● Task statement
The reply should repeat all of the data word for word, with no pictures.

[Stored data]

-*-

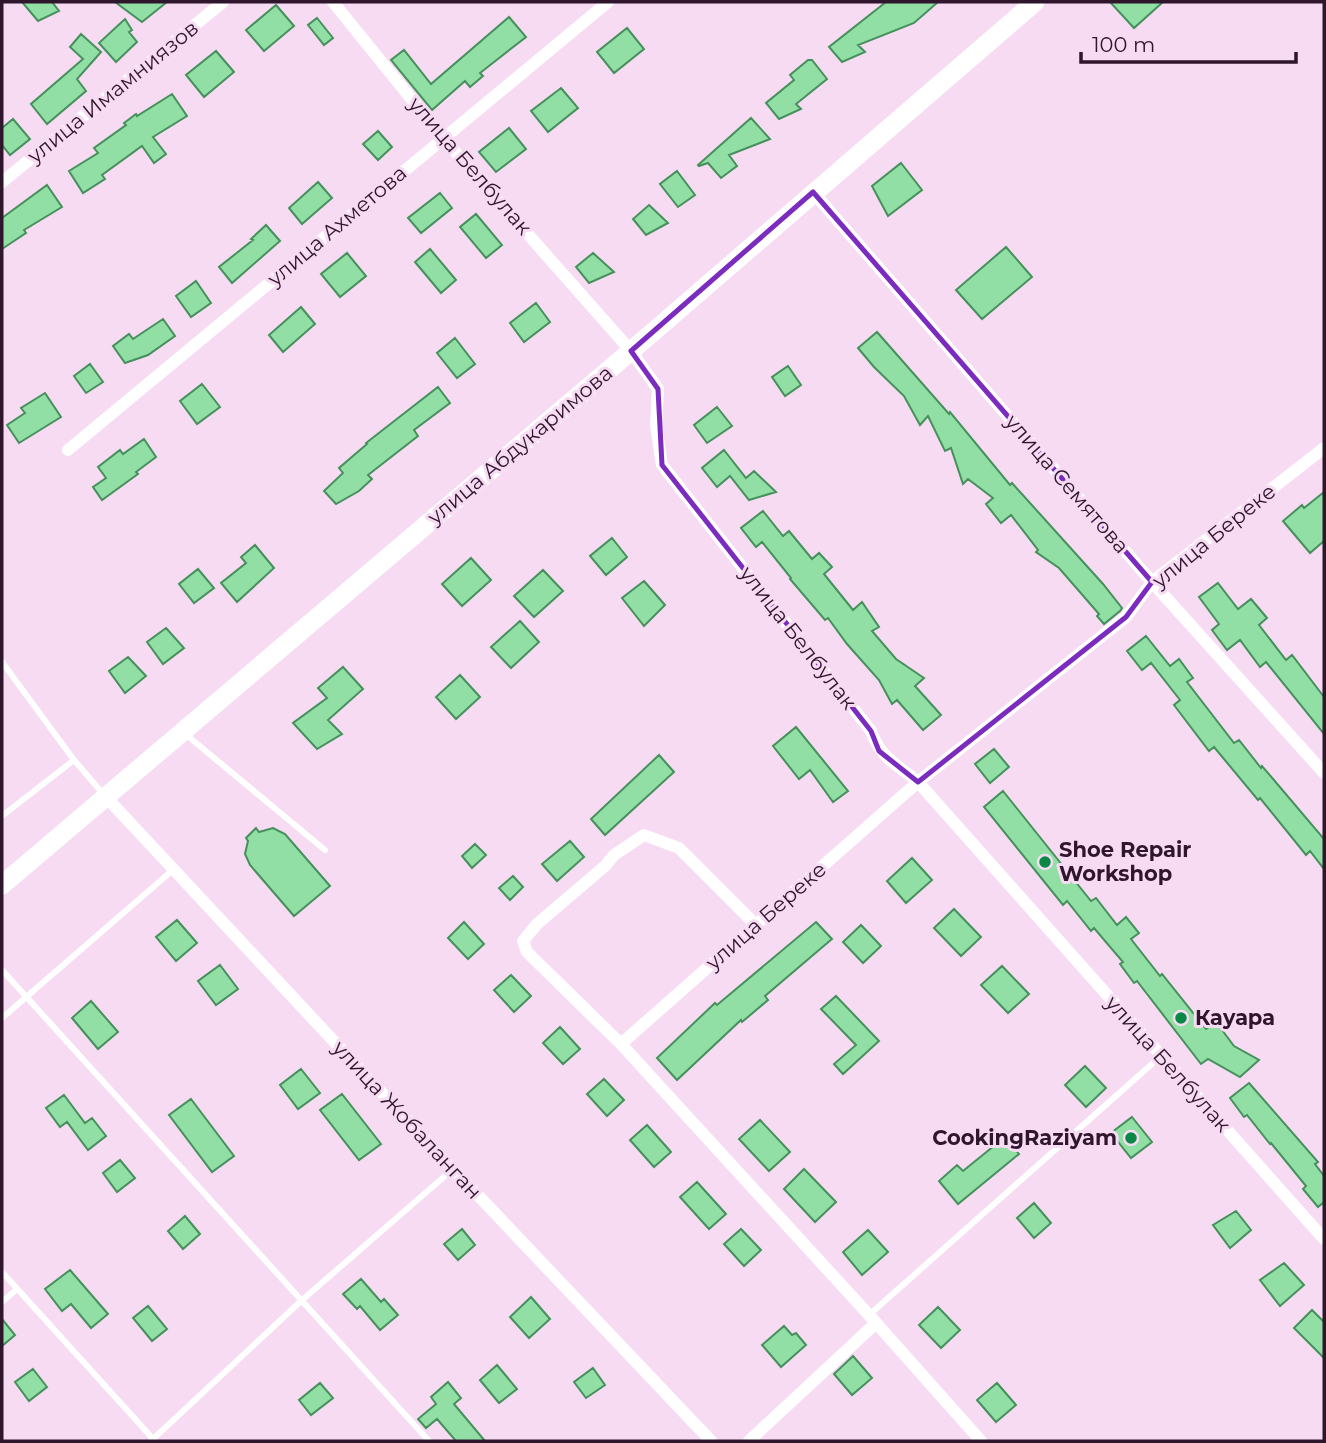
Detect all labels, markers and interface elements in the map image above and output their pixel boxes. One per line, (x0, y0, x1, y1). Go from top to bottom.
street label: улица Имамниязов (21, 15, 203, 169)
scale bar (1081, 21, 1296, 65)
text: 100 m (1092, 32, 1155, 57)
street label: улица Белбулак (403, 91, 537, 240)
street label: улица Ахметова (261, 160, 411, 292)
street label: улица Абдукаримова (421, 360, 617, 530)
street label: улица Семятова (1000, 408, 1134, 558)
street label: улица Береке (1146, 478, 1280, 594)
street label: улица Белбулак (734, 560, 862, 714)
place label: Shoe Repair Workshop (1059, 837, 1191, 886)
marker: Shoe Repair Workshop (1037, 854, 1053, 870)
street label: улица Береке (700, 856, 831, 975)
street label: улица Белбулак (1100, 990, 1236, 1137)
place label: Кауара (1195, 1005, 1275, 1030)
marker: Кауара (1173, 1010, 1189, 1026)
street label: улица Жобаланган (327, 1035, 487, 1204)
place label: CookingRaziyam (932, 1125, 1117, 1150)
marker: CookingRaziyam (1123, 1130, 1139, 1146)

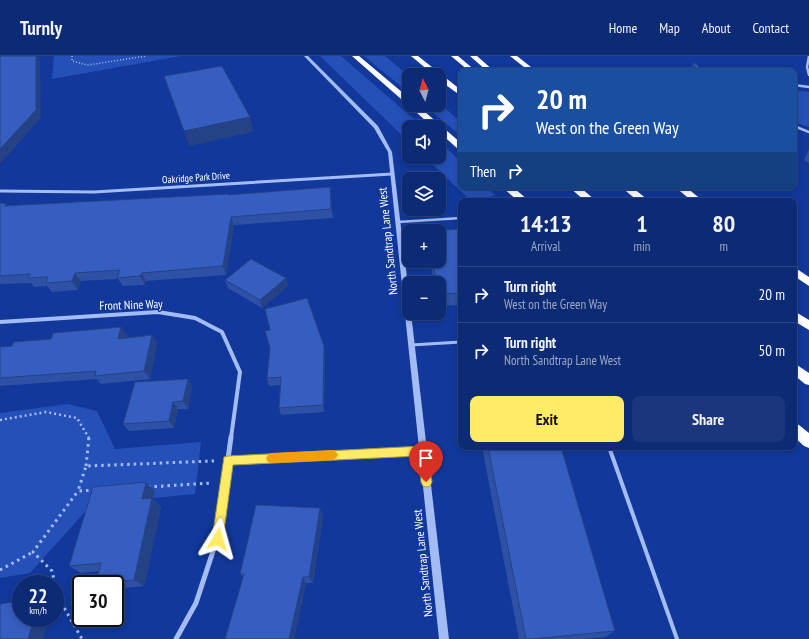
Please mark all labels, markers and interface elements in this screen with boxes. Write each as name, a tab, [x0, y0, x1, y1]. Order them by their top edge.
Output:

-*-

● Response to this task
Detect all labels, markers and interface elements in the map image above and output their pixel boxes. One per line, (x0, y0, x1, y1). Go from top to bottom.
street label: улица Имамниязов (21, 15, 203, 169)
scale bar (1081, 21, 1296, 65)
text: 100 m (1092, 32, 1155, 57)
street label: улица Белбулак (403, 91, 537, 240)
street label: улица Ахметова (261, 160, 411, 292)
street label: улица Абдукаримова (421, 360, 617, 530)
street label: улица Семятова (1000, 408, 1134, 558)
street label: улица Береке (1146, 478, 1280, 594)
street label: улица Белбулак (734, 560, 862, 714)
place label: Shoe Repair Workshop (1059, 837, 1191, 886)
marker: Shoe Repair Workshop (1037, 854, 1053, 870)
street label: улица Береке (700, 856, 831, 975)
street label: улица Белбулак (1100, 990, 1236, 1137)
place label: Кауара (1195, 1005, 1275, 1030)
marker: Кауара (1173, 1010, 1189, 1026)
street label: улица Жобаланган (327, 1035, 487, 1204)
place label: CookingRaziyam (932, 1125, 1117, 1150)
marker: CookingRaziyam (1123, 1130, 1139, 1146)

Please mark all labels, markers and interface elements in this screen with boxes. Write each as name, a tab, [x0, y0, x1, y1]. Order them by their top edge.
Output:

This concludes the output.